Les récits de la Genèse sont assez sobres et se concentrent surtout sur les faits, très peu sur les projets du patriarche, sur ses motivations, ses espoirs et ses craintes. L’auteur de la lettre aux Hébreux relit l’histoire d’Abraham à la lumière de toute la révélation, et met en valeur les implications de la foi d’Abraham, notamment dans les v.13-16.

Dans ce passage où l’auteur veut encourager les chrétiens à vivre par la foi, à rester fermement attachés au Christ, l’histoire d’Abraham met en valeur (sans être exhaustive) deux dimensions de la foi que nous sommes appelés à vivre nous aussi.

1)   La confiance en Dieu visible dans l’obéissance

La foi peut recevoir différentes définitions : croire que Dieu existe et qu’il est bon envers nous, adhérer à un ensemble de convictions, nourrir une relation avec Dieu (aspect de piété). Ce que notre texte met en valeur, c’est la confiance en Dieu envers et contre tout, alors que le bon sens décourage de suivre Dieu.

A chaque événement de la vie d’Abraham, il y a un sérieux obstacle à suivre Dieu ; on remarque d’ailleurs un crescendo d’obstacles de plus en plus déroutants, qui demandent une confiance de plus en plus grande.

D’abord, Dieu demande à Abram de tout quitter pour un endroit inconnu, et Abram prend sa famille, ses biens, et s’engage dans un long voyage vers le Sud, sans savoir à quoi s’attendre. Il a pour seule garantie une promesse, un peu extravagante d’ailleurs : à travers lui et ses descendants qu’il n’a pas, le monde sera béni. C’est l’obstacle de l’ignorance : Abram se lance dans une aventure qu’il ne maîtrise en rien. Nous, nous aurions sûrement demandé des esquisses du fameux pays, étudié son potentiel, nous aurions demandé à Dieu des garanties pour voir s’il était sérieux et fiable, et nous aurions peut-être pris une assurance en cas d’échec. Abram ne demande aucune garantie : il plonge.

Ensuite, Dieu promet à Abraham un fils avec Sara, sa femme, qui héritera des projets de Dieu. Dieu fait cette promesse à plusieurs reprises à un couple stérile et âgé (notre passage dit : déjà marqué par la mort), et là on passe à l’obstacle de ce qui est possible. Au départ, Sara tente d’adopter un fils, mais non, c’est bien de son ventre stérile que Dieu veut faire naître l’héritier. Quand Abraham comprend ce que Dieu promet, il rit en lui-même, tant l’idée est farfelue. Quand Sara entend à son tour comment l’enfant doit naître, elle aussi exprime son incrédulité en riant. Finalement, un an plus tard, naît Isaac. Vous remarquez que là, Dieu laisse le temps au couple de s’habituer à l’idée ! Même si ce que Dieu promet paraît impossible d’un point de vue humain, Abraham et Sara finissent par lui faire confiance, et ils renoncent à tout plan B.

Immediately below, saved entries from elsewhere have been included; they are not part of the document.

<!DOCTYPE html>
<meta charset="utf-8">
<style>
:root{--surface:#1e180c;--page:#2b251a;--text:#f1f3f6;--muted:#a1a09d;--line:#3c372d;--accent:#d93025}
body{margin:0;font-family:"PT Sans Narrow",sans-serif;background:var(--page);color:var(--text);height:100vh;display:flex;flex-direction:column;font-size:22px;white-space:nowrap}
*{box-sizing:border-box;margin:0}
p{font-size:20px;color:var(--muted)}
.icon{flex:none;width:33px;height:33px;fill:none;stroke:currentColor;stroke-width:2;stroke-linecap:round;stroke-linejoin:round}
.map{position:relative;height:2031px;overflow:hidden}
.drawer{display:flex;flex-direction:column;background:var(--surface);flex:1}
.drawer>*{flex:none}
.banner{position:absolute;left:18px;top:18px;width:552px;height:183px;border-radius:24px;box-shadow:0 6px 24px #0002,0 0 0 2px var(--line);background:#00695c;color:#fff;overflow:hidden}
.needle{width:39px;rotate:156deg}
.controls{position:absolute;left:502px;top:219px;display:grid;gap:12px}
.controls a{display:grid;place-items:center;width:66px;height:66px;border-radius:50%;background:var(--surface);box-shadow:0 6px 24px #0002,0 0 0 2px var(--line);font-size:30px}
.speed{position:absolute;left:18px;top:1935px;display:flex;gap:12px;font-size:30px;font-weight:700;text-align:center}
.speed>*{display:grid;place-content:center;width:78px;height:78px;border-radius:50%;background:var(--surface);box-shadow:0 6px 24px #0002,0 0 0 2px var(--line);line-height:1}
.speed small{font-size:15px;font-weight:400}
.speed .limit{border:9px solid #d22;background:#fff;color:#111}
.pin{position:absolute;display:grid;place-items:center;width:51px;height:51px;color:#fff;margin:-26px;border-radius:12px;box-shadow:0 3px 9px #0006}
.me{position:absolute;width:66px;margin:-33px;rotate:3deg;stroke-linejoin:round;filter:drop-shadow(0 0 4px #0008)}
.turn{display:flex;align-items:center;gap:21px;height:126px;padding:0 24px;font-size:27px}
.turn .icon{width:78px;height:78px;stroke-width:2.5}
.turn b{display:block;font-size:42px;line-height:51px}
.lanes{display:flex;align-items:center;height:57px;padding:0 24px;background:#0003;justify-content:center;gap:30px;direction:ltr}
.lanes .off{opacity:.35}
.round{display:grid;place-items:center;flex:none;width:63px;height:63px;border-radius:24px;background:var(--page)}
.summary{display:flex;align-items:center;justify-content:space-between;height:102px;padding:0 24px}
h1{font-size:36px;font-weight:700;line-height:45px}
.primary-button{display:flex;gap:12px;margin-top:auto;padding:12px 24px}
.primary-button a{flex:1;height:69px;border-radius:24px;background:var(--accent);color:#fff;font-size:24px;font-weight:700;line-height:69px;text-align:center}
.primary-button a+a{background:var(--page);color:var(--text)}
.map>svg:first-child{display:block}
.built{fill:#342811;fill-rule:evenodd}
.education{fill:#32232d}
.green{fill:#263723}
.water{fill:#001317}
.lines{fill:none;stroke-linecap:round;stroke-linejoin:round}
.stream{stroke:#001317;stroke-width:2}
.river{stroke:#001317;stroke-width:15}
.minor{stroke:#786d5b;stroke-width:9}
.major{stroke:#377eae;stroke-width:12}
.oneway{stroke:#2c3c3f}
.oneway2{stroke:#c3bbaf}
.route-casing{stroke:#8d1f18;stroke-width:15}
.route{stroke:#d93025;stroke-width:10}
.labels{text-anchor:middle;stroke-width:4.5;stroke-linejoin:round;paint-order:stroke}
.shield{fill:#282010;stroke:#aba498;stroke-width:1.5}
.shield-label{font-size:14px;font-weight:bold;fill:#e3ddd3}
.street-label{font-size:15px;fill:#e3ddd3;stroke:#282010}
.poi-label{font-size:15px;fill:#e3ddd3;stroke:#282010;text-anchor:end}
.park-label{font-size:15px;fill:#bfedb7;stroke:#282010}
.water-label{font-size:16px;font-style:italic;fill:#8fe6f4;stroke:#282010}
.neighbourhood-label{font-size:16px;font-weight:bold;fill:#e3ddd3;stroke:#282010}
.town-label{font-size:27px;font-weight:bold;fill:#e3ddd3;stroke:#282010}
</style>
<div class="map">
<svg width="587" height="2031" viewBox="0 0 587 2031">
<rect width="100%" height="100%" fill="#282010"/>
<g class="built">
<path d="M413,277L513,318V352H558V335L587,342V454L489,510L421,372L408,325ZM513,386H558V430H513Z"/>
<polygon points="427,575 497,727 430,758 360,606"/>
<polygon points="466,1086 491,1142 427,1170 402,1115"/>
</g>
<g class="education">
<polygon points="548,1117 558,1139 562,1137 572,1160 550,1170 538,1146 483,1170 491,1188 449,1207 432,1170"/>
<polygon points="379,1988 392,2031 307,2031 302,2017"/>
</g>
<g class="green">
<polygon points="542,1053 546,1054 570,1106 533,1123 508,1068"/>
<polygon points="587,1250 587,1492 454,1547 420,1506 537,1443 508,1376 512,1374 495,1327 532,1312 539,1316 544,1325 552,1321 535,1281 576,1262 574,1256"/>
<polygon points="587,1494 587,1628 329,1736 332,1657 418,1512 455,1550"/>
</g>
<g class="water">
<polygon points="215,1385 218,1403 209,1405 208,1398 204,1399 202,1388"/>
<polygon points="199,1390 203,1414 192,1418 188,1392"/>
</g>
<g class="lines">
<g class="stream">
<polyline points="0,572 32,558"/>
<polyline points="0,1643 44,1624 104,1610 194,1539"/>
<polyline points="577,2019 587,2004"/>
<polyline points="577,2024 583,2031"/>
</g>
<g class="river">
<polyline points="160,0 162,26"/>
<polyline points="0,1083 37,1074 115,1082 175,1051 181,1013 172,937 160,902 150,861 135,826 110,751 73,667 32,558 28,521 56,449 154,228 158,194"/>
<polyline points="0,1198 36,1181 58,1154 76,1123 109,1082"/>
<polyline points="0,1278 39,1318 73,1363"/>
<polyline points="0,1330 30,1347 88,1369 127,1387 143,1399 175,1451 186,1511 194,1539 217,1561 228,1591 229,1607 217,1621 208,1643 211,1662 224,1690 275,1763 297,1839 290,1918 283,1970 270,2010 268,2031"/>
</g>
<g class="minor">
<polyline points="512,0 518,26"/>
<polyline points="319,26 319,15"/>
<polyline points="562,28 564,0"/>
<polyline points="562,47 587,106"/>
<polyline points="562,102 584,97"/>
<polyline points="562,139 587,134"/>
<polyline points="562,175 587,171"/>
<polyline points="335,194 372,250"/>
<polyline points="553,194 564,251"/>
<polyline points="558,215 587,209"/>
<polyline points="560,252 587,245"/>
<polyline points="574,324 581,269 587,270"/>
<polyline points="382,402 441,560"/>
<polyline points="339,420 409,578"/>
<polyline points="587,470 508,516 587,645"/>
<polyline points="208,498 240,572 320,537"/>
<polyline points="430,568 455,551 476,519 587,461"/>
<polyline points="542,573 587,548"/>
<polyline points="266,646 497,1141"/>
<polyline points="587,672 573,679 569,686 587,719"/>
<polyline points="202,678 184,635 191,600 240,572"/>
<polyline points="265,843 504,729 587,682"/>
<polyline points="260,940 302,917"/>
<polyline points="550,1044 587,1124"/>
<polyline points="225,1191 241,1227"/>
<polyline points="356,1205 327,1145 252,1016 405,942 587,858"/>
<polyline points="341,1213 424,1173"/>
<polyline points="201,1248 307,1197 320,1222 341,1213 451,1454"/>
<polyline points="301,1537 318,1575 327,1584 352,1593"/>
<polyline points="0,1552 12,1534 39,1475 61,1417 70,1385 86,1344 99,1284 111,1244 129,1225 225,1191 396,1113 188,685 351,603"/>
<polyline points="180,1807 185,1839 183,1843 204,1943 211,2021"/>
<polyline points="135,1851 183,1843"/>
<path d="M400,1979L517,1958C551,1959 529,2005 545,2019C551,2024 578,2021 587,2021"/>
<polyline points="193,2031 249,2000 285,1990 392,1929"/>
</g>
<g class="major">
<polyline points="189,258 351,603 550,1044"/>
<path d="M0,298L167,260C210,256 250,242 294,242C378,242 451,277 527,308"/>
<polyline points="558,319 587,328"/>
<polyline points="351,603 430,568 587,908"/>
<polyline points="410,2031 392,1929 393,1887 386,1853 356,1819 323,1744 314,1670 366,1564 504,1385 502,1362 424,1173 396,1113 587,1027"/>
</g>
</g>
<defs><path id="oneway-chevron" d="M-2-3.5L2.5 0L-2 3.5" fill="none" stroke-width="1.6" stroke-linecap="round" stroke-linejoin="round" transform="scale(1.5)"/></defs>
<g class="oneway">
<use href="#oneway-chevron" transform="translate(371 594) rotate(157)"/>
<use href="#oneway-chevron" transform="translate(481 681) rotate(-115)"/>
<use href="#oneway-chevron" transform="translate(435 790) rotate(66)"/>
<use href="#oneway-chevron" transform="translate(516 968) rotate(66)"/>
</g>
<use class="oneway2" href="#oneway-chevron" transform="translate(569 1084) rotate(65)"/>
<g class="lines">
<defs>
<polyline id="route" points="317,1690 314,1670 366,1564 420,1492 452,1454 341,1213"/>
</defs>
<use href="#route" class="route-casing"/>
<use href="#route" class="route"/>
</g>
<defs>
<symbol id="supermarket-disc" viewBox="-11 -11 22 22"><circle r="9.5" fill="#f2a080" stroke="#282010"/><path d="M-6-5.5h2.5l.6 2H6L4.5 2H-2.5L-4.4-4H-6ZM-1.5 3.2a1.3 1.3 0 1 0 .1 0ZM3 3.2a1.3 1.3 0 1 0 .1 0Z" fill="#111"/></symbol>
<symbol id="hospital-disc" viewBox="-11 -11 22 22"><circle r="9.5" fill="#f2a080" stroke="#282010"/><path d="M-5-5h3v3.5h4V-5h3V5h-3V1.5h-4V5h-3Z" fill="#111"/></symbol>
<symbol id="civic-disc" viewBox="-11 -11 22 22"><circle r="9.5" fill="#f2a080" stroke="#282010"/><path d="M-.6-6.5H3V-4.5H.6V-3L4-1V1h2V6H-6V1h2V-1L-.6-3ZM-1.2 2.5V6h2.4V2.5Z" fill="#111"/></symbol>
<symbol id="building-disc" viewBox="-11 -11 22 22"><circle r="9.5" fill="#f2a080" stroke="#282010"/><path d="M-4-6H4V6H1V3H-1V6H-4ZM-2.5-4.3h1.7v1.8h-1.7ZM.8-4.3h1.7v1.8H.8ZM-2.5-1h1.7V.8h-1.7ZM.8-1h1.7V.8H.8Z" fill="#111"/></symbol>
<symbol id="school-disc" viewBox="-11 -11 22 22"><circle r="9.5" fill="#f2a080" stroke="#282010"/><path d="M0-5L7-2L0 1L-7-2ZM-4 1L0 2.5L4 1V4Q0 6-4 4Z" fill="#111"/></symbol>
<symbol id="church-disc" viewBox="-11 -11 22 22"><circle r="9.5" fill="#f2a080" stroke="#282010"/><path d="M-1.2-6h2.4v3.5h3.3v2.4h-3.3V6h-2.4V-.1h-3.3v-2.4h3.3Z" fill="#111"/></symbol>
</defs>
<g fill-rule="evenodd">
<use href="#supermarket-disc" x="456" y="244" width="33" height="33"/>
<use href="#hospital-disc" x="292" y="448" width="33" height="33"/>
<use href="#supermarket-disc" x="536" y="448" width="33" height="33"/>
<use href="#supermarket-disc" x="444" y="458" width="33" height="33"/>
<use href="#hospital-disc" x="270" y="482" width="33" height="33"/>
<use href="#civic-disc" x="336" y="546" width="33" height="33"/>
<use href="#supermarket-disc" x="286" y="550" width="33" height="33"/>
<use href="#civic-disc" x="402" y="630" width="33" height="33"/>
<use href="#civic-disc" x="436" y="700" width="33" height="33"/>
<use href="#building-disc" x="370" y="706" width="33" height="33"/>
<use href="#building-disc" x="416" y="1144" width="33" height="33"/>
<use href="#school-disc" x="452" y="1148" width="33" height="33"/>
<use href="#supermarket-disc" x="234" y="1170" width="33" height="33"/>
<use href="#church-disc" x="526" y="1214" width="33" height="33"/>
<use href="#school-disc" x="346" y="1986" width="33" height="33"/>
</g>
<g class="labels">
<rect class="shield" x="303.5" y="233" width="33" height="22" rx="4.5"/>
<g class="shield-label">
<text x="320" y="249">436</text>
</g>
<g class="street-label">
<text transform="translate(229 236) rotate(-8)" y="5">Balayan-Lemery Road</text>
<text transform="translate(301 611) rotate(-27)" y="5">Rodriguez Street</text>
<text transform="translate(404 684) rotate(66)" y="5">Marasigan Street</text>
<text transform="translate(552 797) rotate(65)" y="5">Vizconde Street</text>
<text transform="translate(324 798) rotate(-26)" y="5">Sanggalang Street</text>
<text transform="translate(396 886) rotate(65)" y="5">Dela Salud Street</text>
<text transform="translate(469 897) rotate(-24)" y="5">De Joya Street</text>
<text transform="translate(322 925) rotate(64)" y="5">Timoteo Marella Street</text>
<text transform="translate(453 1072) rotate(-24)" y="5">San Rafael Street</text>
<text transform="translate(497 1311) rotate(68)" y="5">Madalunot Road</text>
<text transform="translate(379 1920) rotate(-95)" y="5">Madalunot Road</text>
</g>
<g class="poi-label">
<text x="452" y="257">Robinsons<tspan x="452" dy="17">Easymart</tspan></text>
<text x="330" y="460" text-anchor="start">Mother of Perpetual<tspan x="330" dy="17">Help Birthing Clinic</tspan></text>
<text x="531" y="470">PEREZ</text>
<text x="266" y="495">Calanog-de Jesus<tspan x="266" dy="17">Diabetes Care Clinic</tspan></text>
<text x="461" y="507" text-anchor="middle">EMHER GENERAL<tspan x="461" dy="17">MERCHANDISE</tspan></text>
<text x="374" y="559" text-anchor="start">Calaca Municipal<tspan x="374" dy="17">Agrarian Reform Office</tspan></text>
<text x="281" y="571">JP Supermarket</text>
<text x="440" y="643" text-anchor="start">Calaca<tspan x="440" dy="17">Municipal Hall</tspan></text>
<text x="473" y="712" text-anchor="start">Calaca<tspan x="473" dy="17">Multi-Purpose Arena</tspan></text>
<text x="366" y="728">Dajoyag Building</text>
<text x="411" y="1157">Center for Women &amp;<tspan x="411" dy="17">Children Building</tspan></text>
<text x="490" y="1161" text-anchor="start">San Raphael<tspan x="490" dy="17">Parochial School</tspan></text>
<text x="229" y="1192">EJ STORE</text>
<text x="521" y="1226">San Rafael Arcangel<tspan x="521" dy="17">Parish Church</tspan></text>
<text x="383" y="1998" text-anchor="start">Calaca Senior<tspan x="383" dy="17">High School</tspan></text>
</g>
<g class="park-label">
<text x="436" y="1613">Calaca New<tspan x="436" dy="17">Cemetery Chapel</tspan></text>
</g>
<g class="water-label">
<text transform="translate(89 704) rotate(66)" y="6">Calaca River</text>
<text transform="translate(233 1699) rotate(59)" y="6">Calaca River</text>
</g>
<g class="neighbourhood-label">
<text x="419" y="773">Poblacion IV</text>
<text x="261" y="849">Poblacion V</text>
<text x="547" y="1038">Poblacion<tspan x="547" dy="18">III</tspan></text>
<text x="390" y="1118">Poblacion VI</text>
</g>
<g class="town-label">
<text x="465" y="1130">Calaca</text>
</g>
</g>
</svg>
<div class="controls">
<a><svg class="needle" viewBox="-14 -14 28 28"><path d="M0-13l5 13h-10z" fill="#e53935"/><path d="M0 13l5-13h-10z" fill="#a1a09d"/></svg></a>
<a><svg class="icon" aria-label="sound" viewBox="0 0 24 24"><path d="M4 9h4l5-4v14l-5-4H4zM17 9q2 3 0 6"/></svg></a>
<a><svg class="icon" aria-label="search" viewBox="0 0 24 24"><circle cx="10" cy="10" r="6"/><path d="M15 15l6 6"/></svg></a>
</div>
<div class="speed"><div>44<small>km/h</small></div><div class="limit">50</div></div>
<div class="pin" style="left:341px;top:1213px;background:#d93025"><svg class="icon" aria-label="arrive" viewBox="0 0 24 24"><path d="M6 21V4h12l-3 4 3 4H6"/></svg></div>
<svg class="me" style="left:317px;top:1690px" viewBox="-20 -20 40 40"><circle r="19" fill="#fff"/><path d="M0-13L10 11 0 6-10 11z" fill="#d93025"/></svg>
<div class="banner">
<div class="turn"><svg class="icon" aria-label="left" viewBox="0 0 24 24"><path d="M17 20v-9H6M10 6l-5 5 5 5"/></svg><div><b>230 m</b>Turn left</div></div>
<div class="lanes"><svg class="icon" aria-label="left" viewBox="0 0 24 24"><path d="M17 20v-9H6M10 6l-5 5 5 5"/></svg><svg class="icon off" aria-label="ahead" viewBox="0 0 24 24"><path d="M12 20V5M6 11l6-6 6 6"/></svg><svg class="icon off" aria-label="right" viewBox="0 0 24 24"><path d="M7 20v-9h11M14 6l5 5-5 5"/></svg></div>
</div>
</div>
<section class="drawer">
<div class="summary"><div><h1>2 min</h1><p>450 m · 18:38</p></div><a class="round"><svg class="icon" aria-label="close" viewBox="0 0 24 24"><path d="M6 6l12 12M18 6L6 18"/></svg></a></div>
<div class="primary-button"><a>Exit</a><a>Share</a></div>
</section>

Enfin, troisième épreuve, cet héritier promis, attendu, chéri, Dieu demande de le lui sacrifier. Au-delà de la tragédie que représente la mort de cet enfant, il y a l’obstacle de l’incohérence de Dieu. Dieu a promis qu’Isaac porterait la promesse de Dieu, sa bénédiction, et qu’à travers lui seul naîtrait la descendance d’Abraham, prélude à une nation aussi nombreuse que les étoiles dans le ciel ou le sable de la mer. Comment cela peut-il arriver par un mort ? On passe encore un cran dans l’inconnu, dans l’impossible ! Pourtant, face à ce Dieu qui souffle le chaud et le froid, qui semble se contredire, Abraham fait confiance. D’une certaine manière, il sait maintenant que ce qui est impossible à l’homme est possible à Dieu, que ce qui est insensé – en termes de garanties ou de probabilité – aux yeux des hommes n’est pas en dehors des capacités de Dieu. L’auteur de notre passage suppose qu’Abraham a réconcilié le paradoxe en faisant confiance au Dieu de la vie, qui avait déjà fait surgir la vie d’un ventre stérile, et qui pouvait aussi bien faire surgir la vie dans un cadavre.

A chaque fois, Abraham est mis devant des situations impossibles, qui demandent une décision radicale. Il n’y a pas de demi-mesure : on suit ou on ne suit pas ! La confiance en Dieu s’exprime à chaque fois par l’obéissance. Ce n’est pas toujours de gaieté de cœur, ou immédiat (on le voit avec l’incrédulité face à Isaac), mais la foi se concrétise forcément dans l’obéissance. Obéir c’est suivre coûte que coûte le Dieu qui nous appelle, qui nous fait vivre. C’est s’attacher à Dieu, donner plus de réalité à ses promesses et à sa puissance qu’à notre champ de possibilités.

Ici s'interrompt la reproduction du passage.